Step 2 - Making the Oil
In order to get the right consistency for your staining, you will need to make a mix of the linseed oil with the turpentine. It is a good idea to boil the linseed briefly before you add it to the system, otherwise it can have trouble being applied to the side of the wood. Place four parts of your linseed oil to one parts of turpentine, and then boil it.
WARNING: Open all of the windows and doors before you start to boil this mixture, and use a gas mask as the vapors from the linseed and turps mix can pose a serious health risk.
Step 3 - Add the Oil
Once you have boiled the mixture for a few minutes, take the pan to where you will be adding the linseed oil. Using your brush, apply the linseed oil and turps to the wood. Use one thin layer at first, and then allow it to soak into the wood. Leave for about 30 minutes, and then wipe down any excess liquid using the sponge. Cover with a piece of aluminum foil and leave it to dry for at least two days.
WARNING: Linseed oil is highly flammable and its drying process releases heat.
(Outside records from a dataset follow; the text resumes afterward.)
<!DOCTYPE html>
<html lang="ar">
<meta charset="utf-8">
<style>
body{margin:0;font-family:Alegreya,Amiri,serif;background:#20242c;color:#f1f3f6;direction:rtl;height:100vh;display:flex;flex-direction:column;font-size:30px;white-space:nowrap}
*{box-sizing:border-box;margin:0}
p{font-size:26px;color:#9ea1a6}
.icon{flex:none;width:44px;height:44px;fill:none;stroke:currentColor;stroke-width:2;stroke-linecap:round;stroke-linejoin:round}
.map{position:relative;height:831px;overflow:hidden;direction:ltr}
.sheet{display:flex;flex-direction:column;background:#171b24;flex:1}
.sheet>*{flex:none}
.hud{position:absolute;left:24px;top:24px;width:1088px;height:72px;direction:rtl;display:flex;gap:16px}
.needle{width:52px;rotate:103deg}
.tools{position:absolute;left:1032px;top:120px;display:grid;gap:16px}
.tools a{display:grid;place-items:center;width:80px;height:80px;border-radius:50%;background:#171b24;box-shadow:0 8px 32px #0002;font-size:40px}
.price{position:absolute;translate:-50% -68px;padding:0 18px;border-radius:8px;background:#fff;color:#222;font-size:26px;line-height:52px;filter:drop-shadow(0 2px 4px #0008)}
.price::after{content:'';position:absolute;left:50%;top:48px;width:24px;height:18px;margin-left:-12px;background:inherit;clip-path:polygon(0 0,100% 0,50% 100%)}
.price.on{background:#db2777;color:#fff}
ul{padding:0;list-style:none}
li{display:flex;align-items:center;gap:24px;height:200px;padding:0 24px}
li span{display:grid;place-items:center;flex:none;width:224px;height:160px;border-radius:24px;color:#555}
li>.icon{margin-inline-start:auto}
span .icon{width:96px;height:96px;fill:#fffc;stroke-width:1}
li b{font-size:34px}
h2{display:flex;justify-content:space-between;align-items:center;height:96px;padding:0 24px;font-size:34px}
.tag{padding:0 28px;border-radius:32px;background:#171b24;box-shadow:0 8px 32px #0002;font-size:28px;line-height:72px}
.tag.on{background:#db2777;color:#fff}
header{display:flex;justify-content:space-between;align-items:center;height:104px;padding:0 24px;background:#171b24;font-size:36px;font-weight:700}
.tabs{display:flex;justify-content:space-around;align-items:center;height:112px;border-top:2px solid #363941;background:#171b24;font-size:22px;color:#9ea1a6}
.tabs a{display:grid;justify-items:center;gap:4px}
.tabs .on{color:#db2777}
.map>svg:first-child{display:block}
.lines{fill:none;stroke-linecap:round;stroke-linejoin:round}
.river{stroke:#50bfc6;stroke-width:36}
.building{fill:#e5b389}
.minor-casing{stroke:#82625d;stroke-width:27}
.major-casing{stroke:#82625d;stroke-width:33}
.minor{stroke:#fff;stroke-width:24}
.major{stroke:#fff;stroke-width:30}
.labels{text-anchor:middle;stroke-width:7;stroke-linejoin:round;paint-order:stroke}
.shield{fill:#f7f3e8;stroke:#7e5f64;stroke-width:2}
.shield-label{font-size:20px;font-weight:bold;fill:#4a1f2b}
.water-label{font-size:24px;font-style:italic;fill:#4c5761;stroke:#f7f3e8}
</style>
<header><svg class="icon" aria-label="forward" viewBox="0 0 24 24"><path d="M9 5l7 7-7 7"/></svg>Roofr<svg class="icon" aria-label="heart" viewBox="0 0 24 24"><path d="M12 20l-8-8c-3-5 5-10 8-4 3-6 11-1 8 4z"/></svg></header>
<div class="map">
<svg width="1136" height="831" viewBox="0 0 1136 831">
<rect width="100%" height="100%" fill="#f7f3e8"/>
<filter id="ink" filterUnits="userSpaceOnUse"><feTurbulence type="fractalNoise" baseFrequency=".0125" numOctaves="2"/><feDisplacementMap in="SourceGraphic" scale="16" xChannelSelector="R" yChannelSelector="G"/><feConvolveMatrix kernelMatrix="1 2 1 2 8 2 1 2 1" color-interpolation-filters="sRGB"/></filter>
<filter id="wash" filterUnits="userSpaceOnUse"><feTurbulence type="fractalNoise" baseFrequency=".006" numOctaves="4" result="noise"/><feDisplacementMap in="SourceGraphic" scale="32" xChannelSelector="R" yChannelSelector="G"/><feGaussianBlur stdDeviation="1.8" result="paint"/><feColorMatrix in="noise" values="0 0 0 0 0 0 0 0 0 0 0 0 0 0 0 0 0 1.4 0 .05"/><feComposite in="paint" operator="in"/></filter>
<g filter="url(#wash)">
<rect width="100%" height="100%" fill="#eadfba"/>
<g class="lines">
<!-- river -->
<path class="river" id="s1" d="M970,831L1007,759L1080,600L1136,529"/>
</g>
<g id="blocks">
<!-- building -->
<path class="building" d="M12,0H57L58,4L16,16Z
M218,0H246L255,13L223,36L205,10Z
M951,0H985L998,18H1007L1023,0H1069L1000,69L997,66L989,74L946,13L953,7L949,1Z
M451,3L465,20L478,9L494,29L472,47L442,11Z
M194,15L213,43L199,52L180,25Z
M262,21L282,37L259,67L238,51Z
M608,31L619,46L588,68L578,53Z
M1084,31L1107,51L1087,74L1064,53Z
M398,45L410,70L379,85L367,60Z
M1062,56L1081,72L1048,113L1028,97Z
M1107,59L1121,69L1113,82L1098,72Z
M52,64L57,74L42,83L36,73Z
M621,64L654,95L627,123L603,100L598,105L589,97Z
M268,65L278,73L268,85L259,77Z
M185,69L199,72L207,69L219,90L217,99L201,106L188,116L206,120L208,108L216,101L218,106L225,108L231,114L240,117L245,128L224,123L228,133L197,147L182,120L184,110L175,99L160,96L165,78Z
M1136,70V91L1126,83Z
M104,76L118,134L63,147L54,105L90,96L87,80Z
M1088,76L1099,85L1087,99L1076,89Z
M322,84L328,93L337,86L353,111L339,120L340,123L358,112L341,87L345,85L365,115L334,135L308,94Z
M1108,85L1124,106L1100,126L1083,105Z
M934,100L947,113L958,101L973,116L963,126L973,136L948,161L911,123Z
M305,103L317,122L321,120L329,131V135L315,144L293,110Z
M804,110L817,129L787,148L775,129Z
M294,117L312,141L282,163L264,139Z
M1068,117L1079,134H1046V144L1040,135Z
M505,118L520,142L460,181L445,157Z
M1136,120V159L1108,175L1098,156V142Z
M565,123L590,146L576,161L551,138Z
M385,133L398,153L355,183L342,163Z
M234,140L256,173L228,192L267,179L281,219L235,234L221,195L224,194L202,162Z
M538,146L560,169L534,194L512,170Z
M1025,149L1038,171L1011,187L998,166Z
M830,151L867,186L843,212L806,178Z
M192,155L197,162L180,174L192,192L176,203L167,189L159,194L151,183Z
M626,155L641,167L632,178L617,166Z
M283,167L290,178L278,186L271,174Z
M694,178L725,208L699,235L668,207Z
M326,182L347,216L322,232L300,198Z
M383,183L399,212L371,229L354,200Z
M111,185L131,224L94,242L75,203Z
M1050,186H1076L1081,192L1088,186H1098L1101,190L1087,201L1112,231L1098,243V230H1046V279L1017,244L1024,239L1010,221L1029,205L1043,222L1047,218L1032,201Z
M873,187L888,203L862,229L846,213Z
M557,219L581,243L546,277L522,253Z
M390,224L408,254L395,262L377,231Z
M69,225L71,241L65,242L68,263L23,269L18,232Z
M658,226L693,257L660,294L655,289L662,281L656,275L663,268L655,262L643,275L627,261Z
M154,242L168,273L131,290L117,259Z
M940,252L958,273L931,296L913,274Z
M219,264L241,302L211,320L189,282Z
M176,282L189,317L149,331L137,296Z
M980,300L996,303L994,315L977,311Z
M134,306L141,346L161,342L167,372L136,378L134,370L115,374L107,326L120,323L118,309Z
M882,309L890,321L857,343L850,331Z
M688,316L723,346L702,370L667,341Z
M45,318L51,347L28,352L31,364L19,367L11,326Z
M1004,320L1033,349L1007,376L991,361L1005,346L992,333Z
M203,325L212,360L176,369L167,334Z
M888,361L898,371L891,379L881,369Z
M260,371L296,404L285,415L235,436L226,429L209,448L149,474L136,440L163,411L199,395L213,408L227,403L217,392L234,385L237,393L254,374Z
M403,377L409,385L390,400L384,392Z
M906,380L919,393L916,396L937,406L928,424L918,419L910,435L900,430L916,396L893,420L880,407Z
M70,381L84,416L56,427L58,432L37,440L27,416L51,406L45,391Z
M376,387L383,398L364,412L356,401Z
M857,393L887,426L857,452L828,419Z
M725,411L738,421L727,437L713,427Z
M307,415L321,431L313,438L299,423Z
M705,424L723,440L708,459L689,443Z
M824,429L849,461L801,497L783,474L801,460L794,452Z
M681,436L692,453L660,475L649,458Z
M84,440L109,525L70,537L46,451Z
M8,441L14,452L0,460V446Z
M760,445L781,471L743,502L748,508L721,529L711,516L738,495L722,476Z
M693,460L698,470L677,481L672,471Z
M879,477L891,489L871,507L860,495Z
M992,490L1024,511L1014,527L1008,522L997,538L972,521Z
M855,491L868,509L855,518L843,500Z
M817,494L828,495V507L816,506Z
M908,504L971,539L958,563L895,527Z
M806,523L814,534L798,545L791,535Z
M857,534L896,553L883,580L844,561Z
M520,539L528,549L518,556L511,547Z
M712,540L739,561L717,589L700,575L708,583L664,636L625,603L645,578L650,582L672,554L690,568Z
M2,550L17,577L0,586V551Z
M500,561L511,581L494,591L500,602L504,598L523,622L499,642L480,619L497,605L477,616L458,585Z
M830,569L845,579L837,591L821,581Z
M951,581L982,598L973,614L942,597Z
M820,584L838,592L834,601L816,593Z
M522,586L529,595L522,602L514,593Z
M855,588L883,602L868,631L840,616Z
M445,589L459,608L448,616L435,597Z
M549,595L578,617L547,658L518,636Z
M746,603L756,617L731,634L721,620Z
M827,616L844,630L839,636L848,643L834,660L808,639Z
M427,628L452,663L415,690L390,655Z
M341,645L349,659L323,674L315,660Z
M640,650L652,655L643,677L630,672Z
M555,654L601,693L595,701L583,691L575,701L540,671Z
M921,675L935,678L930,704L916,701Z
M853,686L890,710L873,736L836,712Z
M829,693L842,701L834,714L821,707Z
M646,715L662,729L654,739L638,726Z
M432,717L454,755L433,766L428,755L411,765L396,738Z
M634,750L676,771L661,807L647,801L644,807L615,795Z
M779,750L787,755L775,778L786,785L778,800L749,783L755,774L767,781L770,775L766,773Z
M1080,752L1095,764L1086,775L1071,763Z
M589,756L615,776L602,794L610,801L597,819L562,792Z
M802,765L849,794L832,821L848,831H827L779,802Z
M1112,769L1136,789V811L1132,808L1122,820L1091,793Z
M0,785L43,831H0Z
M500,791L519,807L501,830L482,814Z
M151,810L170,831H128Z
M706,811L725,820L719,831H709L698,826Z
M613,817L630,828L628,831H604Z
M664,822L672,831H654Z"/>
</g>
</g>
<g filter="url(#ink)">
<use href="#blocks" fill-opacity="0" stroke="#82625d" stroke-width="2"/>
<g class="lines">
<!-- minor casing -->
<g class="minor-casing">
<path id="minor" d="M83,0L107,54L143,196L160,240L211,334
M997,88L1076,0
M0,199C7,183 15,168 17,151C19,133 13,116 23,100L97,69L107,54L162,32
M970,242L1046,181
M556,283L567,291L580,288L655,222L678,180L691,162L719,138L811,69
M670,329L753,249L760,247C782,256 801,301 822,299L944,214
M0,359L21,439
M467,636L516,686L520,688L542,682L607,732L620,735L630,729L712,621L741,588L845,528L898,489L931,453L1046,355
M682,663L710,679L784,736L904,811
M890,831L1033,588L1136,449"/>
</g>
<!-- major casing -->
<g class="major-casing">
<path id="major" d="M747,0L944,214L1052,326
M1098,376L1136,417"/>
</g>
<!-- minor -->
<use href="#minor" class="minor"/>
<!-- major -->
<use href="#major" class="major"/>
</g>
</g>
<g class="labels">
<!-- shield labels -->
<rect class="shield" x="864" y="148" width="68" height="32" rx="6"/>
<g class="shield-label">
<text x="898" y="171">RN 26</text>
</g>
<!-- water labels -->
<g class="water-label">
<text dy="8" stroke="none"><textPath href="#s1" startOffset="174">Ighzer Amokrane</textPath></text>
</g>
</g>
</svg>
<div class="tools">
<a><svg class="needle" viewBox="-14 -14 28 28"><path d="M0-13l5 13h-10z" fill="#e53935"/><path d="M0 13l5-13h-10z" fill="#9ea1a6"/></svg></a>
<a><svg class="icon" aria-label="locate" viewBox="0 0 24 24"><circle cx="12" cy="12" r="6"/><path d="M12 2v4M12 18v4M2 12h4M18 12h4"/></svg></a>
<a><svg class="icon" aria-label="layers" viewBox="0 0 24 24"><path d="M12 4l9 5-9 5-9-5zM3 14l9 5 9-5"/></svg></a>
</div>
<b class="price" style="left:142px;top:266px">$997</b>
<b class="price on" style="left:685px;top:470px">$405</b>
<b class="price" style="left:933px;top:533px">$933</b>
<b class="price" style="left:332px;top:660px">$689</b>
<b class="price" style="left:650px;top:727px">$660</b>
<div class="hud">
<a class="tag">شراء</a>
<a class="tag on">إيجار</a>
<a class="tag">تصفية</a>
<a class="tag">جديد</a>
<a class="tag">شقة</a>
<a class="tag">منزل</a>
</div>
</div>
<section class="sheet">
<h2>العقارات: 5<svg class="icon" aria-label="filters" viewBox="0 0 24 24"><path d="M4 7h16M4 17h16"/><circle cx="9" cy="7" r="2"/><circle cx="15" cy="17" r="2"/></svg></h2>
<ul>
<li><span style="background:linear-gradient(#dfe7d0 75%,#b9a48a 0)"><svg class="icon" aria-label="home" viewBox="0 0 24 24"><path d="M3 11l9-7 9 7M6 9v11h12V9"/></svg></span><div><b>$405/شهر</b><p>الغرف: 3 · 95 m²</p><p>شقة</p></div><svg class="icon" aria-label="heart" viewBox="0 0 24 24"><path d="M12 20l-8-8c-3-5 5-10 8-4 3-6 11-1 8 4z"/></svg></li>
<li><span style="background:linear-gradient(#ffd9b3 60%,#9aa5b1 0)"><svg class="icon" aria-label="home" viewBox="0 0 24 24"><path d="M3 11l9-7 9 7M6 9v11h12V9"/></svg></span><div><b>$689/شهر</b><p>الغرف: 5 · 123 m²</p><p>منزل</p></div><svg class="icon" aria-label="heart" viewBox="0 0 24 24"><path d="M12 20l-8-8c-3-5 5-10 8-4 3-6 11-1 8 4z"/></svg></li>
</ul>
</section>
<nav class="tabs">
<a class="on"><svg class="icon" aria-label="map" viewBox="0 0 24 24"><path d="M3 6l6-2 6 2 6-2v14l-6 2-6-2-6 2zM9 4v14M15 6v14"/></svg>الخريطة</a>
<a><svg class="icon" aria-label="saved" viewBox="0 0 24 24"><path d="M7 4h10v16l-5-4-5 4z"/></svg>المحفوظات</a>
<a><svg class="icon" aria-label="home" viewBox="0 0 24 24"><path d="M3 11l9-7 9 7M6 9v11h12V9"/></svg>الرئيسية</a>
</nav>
Store linseed oil only in metal containers, and keep the drying furniture away from any heat sources. Keep any rags or papers you use to apply the oil in a metal container filled with water.
Step 4 - Add a Second Coat
Once the 48 hours have elapsed, return and apply another coat. You should then wipe down the surface and allow the second coat to dry overnight. You will have to make sure that the first coat is fully dry before you proceed, and that there is no moisture on the surface of the second coat before you cover it over with the foil and leave it again.
Step 5 - Add the Final Coat
You can then begin to add a final coat. This should be applied to give a final shine to the wood.
TIP: Applying linseed oil too thickly or before the previous coat has finished drying makes it harder to dry. If you're unsure what to do, opt for a thinner final coat.